The researchers conducted their first experiment about four years ago, and the results were startling, Lee says. “A fellow named Francesco Loffredo was examining the hearts of the aging mice. He came to me and says, ‘You don’t have to analyze it; you can see it with the naked eye.’ I couldn’t believe that, and I says ‘Go back, analyze it, and do it blinded.’ Then I looked at the hearts, and I could see he was correct,” Lee recalled.
“When we started these experiments, I actually was thinking that there would not be a response,” Wagers says. “We had been using similar kinds of approaches in other tissues, regenerative tissues, tissues that we know have the capacity to heal themselves after they’ve been injured. But the heart is not well known for doing that, and so I was quite convinced that there would be no response. When I saw the dramatic difference in heart size that was very apparent after this exposure of an old animal to young blood, it was very clear that we had to figure out what was going on,” she says.
“The blood is full of all kinds of things,” the biologist says, “and trying to narrow down what might be the responsible factor was going to be a big challenge.
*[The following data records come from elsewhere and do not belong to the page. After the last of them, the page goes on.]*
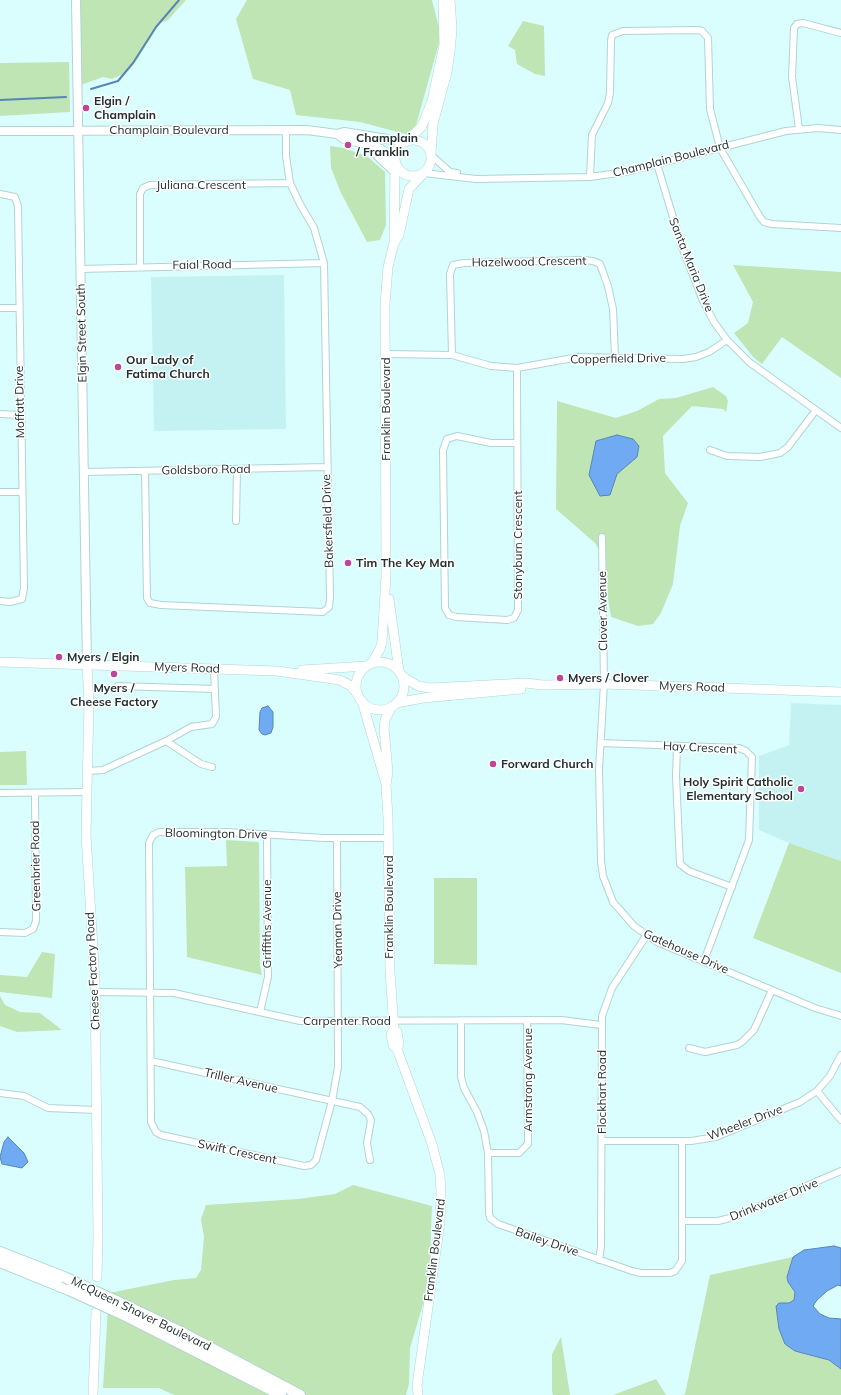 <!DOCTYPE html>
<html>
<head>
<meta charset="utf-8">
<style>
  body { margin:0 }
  canvas { display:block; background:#dafefe }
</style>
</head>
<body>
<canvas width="841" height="1395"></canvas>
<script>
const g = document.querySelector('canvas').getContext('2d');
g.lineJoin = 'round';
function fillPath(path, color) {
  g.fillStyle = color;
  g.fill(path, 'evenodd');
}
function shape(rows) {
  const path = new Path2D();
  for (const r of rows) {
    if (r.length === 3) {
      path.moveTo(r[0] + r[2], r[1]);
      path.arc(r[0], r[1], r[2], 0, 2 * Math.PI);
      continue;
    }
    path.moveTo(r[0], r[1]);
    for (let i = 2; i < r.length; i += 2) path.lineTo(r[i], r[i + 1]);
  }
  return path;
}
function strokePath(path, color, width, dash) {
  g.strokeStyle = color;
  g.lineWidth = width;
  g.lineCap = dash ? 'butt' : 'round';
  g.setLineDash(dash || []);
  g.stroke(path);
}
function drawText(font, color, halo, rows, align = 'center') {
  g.font = font + ' Mulish,sans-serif';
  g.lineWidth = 3;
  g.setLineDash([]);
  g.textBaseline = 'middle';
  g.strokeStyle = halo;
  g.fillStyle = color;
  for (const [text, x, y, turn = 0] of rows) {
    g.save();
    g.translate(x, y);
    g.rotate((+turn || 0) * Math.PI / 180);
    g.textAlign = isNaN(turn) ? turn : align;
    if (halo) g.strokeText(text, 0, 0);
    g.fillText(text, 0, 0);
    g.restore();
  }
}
const built = shape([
  [284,275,286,429,154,431,151,277],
  [791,703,841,705,841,861,789,843,759,830,759,756,789,745]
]);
const green = shape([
  [77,0,186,0,168,20,160,23,135,63,121,75,112,79,103,77,78,86],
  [247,0,432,0,441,36,413,136,360,122,296,115,290,90,253,79,236,19],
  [523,21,544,26,545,76,535,74,517,64,515,50,508,46],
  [69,62,70,112,0,116,0,63],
  [330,146,344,148,368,157,385,172,386,225,380,240,367,242,341,193,331,168],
  [733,265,841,272,841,378,782,337,762,364,754,358,734,333,748,323,753,302],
  [713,387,726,396,728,401,726,412,723,409,692,406,663,436,665,473,688,503,680,526,673,584,661,613,653,624,638,626,611,617,601,554,595,543,556,509,557,401,616,418,637,411,659,399,676,398],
  [26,751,27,785,0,785,0,752],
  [226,840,258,842,259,843,260,966,262,975,187,957,185,867,227,866],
  [789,843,841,861,841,973,753,938],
  [434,878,477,878,477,965,434,964],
  [42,952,55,954,52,998,0,992,0,975,27,977],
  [0,996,5,1005,20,1012,40,1013,62,1030,17,1032,0,1026],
  [353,1185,432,1206,430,1258,424,1301,410,1348,409,1384,406,1395,174,1395,159,1388,103,1388,109,1293,174,1280,196,1278,201,1270,204,1237,201,1219,206,1205,298,1199,335,1194],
  [793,1257,787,1277,788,1282,795,1292,794,1301,789,1303,779,1303,779,1329,785,1344,795,1351,829,1360,841,1369,841,1395,683,1395,685,1394,710,1275],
  [561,1337,570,1395,553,1395,552,1392,552,1354],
  [656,1379,666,1395,613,1395]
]);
const water = shape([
  [617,435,633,439,639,446,637,457,617,474,610,495,600,496,589,475,596,441,617,435],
  [268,706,273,712,273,727,271,733,265,735,262,734,259,730,260,712,262,708,268,706],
  [8,1137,24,1153,28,1162,22,1168,2,1164,0,1157,4,1142,8,1137],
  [834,1246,841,1248,841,1286,838,1285,827,1291,817,1300,813,1306,820,1314,829,1318,841,1319,841,1369,829,1360,795,1351,785,1344,779,1329,776,1306,779,1303,789,1303,794,1300,795,1292,788,1282,787,1277,793,1257,804,1250,834,1246]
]);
const stream = shape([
  [91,89,118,81,133,63,156,27,179,0],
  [0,100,66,97]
]);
const minor = shape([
  [799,129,792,77,794,28,797,24,803,23,841,33],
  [432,156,450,172,457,173],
  [657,164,682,247,703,301,714,322,727,340,749,362,841,428],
  [424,173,476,179,590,177,625,172,786,131,818,128,841,130],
  [590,177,592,135,608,103,610,93,611,40,612,35,623,31,698,30,702,31,708,38,710,109,720,148,760,217,764,222,772,224,841,228],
  [0,194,15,197,18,206,24,588,22,599,10,602,0,601],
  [140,267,140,194,143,188,150,185,290,183],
  [81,269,324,263],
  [0,308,19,308],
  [386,354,452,355,491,366,517,368,579,357,683,359,696,357,709,352,727,340],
  [452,355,450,274,453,265,464,263,584,260,593,261,600,264,608,286,613,309,615,357],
  [517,368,518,610,514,618,507,620,456,617,449,615,445,608,443,450,447,439,457,436,491,443,517,443],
  [0,414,20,415],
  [710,450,727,456,760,457,780,453,788,447,816,410],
  [145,471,147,598,150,603,161,605,323,612,329,607,330,598,324,263,314,228,300,204,290,183,286,156,286,130],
  [85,472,327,467],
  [0,492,22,492],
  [236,521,237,469],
  [602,537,604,684,599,769,601,861,603,876,613,902,634,926,657,942,815,1008,841,1016],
  [118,686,215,689],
  [166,741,201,764,212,767],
  [601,743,739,748,746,751,752,757,749,840,704,961],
  [677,746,676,776,680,864,689,871,732,887],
  [88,771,103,770,166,741,191,727,212,724,216,717,214,669],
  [0,793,87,792],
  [337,838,338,1067,332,1101,316,1160,311,1165,304,1166,161,1135,156,1132,151,1122,149,843,153,835,159,832,227,832,324,838,389,838],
  [0,932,25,933,33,929,36,921,35,793],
  [95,992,174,993,300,1021,561,1020,601,1025],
  [260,1012,268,977,267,834],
  [461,1021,461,1077,464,1088,477,1112,484,1131,488,1153,489,1213,490,1218,498,1224,632,1271,641,1273,670,1273,675,1271,682,1261,682,1141],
  [689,1048,705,1052,737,1045,742,1042,754,1030,772,990],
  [151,1061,360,1107,368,1114,371,1120,367,1143,370,1160],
  [817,1091,841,1120],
  [0,1093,24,1096,48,1108,97,1110],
  [602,1141,691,1141,716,1137,800,1102,817,1091,830,1076,841,1055],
  [488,1153,519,1153,528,1144,527,1020],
  [682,1221,718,1221,734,1217,841,1171],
  [599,1260,601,1247,602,1016,612,988,646,936]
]);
const tertiary = shape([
  [76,0,87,665],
  [0,131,307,130,337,134,344,139,374,146,381,149,395,161],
  [337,134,344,132,405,142],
  [365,144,395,172]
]);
const secondary = shape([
  [413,158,18],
  [408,140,422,126,432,101,444,45,443,0],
  [431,153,433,124,447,72,450,52,452,29,450,0],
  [394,243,395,163],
  [389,599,399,671],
  [0,662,277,671,340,680,351,686,358,695],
  [380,686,24],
  [371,664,380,649,382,642,386,576,385,304,388,267,394,243,399,235,409,189,423,174],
  [87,665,89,703,86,835,95,981,98,1236,97,1277],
  [302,670,367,666],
  [402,676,418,686,430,688,526,683,542,685,604,684,841,692],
  [362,701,386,784],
  [396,703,423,698,521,689],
  [392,706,385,720,384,728,388,772,386,785,388,818,390,972,394,1029,397,1032,399,1044,397,1049],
  [394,1029,391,1034,393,1045,397,1049,432,1144,440,1175,441,1192,440,1222,417,1385,418,1395],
  [93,1395,96,1312]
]);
const primary = shape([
  [0,1252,64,1277],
  [0,1262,69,1290],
  [123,1304,181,1332,300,1395],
  [128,1317,281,1395]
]);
const primaryBridge = shape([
  [64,1277,123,1304],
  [69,1290,128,1317]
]);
const markers = [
  [86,108,4,"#bd459a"],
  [348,145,4,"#bd459a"],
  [118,367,4,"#bd459a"],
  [348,563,4,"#bd459a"],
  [59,657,4,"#bd459a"],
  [114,674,4,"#bd459a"],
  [560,678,4,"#bd459a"],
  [493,764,4,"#bd459a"],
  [801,789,4,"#bd459a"]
];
const poiNames = [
  ["Elgin /",94,101],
  ["Champlain",94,115],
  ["Champlain",356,138],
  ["/ Franklin",356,152],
  ["Our Lady of",126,360],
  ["Fatima Church",126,374],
  ["Tim The Key Man",356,563],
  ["Myers / Elgin",67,657],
  ["Myers / Clover",568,678],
  ["Myers /",114,688,"center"],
  ["Cheese Factory",114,702,"center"],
  ["Forward Church",501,764],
  ["Holy Spirit Catholic",793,782,"right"],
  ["Elementary School",793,796,"right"]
];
const streetNames = [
  ["Champlain Boulevard",169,130],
  ["Champlain Boulevard",671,159,-14],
  ["Juliana Crescent",201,185],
  ["Hazelwood Crescent",529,262,-1],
  ["Faial Road",202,265,-1],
  ["Santa Maria Drive",691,265,68],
  ["Elgin Street South",82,333,-91],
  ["Copperfield Drive",618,359,-1],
  ["Moffatt Drive",20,402,-91],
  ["Franklin Boulevard",386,409,-90],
  ["Goldsboro Road",206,470,-1],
  ["Bakersfield Drive",328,521,-92],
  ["Stonyburn Crescent",518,545,-90],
  ["Clover Avenue",603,611,-91],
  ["Myers Road",187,668,2],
  ["Myers Road",692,687,2],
  ["Hay Crescent",700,748,3],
  ["Bloomington Drive",216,834,1],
  ["Greenbrier Road",36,866,-91],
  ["Franklin Boulevard",389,907,-90],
  ["Griffiths Avenue",267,924,-90],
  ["Yeaman Drive",338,930,-91],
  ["Gatehouse Drive",686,952,24],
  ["Cheese Factory Road",93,971,-93],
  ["Carpenter Road",347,1021],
  ["Armstrong Avenue",528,1080,-90],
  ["Triller Avenue",241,1081,13],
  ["Flockhart Road",602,1092,-90],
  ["Wheeler Drive",745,1123,-21],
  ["Swift Crescent",237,1152,12],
  ["Drinkwater Drive",774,1200,-22],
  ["Bailey Drive",547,1242,19],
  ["Franklin Boulevard",435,1250,-83],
  ["McQueen Shaver Boulevard",141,1314,26]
];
fillPath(built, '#c4f2f2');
fillPath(green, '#bfe5b4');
fillPath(water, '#6faaf3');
strokePath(water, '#5885b9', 1);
strokePath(stream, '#5885b9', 2);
strokePath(minor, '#b0d4d4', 8);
strokePath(tertiary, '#b0d4d4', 10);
strokePath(secondary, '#b0d4d4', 10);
strokePath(primary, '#b0d4d4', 12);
strokePath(minor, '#fff', 6);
strokePath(tertiary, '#fff', 8);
strokePath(secondary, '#fff', 9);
strokePath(primary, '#fff', 10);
strokePath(primaryBridge, '#b0d4d4', 12, []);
strokePath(primaryBridge, '#fff', 10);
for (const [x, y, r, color] of markers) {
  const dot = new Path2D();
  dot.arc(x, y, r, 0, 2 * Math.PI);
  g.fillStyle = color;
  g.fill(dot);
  strokePath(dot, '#fff', 1.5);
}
drawText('bold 12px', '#223031', '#fff', poiNames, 'left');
drawText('12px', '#223031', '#fff', streetNames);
</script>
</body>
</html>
I think that’s where the collaboration was so wonderful, in that we could take advantage of the expertise in both of our laboratories to really home in on what might be the responsible substance.”
Lee explained, “We thought it was interesting right away, and we repeated it right away. But we had to show that this was not a blood pressure effect, that the young mice didn’t just cause the old mice to have lower blood pressure. We had to build a custom device to measure blood pressures off their tails. It took a year to do the analysis to show that it was not a blood pressure effect.
“After about two-and-a-half years we were convinced, and said, ‘We really have to identify this factor.’ It took about six months to find something, and another year to be convinced that it was real,” Lee says. “We looked at lipids; we looked at metabolites. Then we set up a collaboration with a startup company in Colorado, called SomaLogic, that had an interesting technology for analyzing factors in blood. And by working closely with SomaLogic, we found the likely factor.”
What the researchers found was that at least one of the factors causing the rejuvenation of the hearts was GDF-11, “a member of a very important family of proteins called TGF-beta proteins, for transforming growth factor. There are around 35 members of the family,” Lee says. “Some have been very well studied, and this is one that is relatively obscure.”
Over the course of her still-early career, Wagers has celebrated the publication of important papers by going skydiving. This coming weekend, she plans to take the plunge again, this time accompanied by postdoc Loffredo.
The work was supported in part by HSCI, the National Institutes of Health, and the American Heart Association.